What is needed | Only the lines from the one with "Detect all text" onward are wanted, through the last line of the entries, set down exactly.

Study material |
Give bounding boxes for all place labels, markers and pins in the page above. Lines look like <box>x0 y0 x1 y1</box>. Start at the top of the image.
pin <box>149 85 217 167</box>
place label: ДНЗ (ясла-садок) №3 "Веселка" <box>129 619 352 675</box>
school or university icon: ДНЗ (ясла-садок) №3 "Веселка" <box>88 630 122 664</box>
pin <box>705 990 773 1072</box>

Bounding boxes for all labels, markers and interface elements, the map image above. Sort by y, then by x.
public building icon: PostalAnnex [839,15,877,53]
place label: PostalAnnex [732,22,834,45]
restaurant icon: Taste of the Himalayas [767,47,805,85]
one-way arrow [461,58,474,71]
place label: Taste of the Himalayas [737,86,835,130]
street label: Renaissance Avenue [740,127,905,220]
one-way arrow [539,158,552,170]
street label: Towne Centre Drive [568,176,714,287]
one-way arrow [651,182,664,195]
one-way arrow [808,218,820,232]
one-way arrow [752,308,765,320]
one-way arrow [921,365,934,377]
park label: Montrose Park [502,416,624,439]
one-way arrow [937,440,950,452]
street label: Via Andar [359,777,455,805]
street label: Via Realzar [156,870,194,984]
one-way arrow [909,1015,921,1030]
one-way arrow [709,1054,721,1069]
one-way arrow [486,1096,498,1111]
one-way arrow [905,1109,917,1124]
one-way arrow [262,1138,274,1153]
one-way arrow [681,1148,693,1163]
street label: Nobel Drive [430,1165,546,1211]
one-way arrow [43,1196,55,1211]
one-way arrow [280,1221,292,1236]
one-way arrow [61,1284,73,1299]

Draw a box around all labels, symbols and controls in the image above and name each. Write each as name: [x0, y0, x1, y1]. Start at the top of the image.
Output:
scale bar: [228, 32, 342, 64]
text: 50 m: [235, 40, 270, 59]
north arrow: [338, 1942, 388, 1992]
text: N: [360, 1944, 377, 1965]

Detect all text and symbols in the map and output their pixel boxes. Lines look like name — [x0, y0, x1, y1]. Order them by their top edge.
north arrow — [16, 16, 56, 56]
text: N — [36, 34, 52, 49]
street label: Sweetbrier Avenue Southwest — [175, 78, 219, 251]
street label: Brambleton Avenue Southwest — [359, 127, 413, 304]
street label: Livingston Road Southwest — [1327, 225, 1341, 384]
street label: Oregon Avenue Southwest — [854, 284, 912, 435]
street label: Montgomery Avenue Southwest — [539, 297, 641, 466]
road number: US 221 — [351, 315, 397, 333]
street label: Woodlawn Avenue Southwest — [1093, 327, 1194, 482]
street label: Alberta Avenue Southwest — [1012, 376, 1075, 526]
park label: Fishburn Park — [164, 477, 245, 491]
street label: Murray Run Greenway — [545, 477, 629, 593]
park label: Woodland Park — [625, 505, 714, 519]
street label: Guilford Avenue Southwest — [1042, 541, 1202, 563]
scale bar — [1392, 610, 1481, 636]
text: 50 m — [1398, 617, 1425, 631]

Response to the task |
Detect all text and symbols in the map and output their pixel boxes. Lines look like name — [x0, y0, x1, y1]. Order them by their top edge.
north arrow — [16, 16, 56, 56]
text: N — [36, 34, 52, 49]
street label: Sweetbrier Avenue Southwest — [175, 78, 219, 251]
street label: Brambleton Avenue Southwest — [359, 127, 413, 304]
street label: Livingston Road Southwest — [1327, 225, 1341, 384]
street label: Oregon Avenue Southwest — [854, 284, 912, 435]
street label: Montgomery Avenue Southwest — [539, 297, 641, 466]
road number: US 221 — [351, 315, 397, 333]
street label: Woodlawn Avenue Southwest — [1093, 327, 1194, 482]
street label: Alberta Avenue Southwest — [1012, 376, 1075, 526]
park label: Fishburn Park — [164, 477, 245, 491]
street label: Murray Run Greenway — [545, 477, 629, 593]
park label: Woodland Park — [625, 505, 714, 519]
street label: Guilford Avenue Southwest — [1042, 541, 1202, 563]
scale bar — [1392, 610, 1481, 636]
text: 50 m — [1398, 617, 1425, 631]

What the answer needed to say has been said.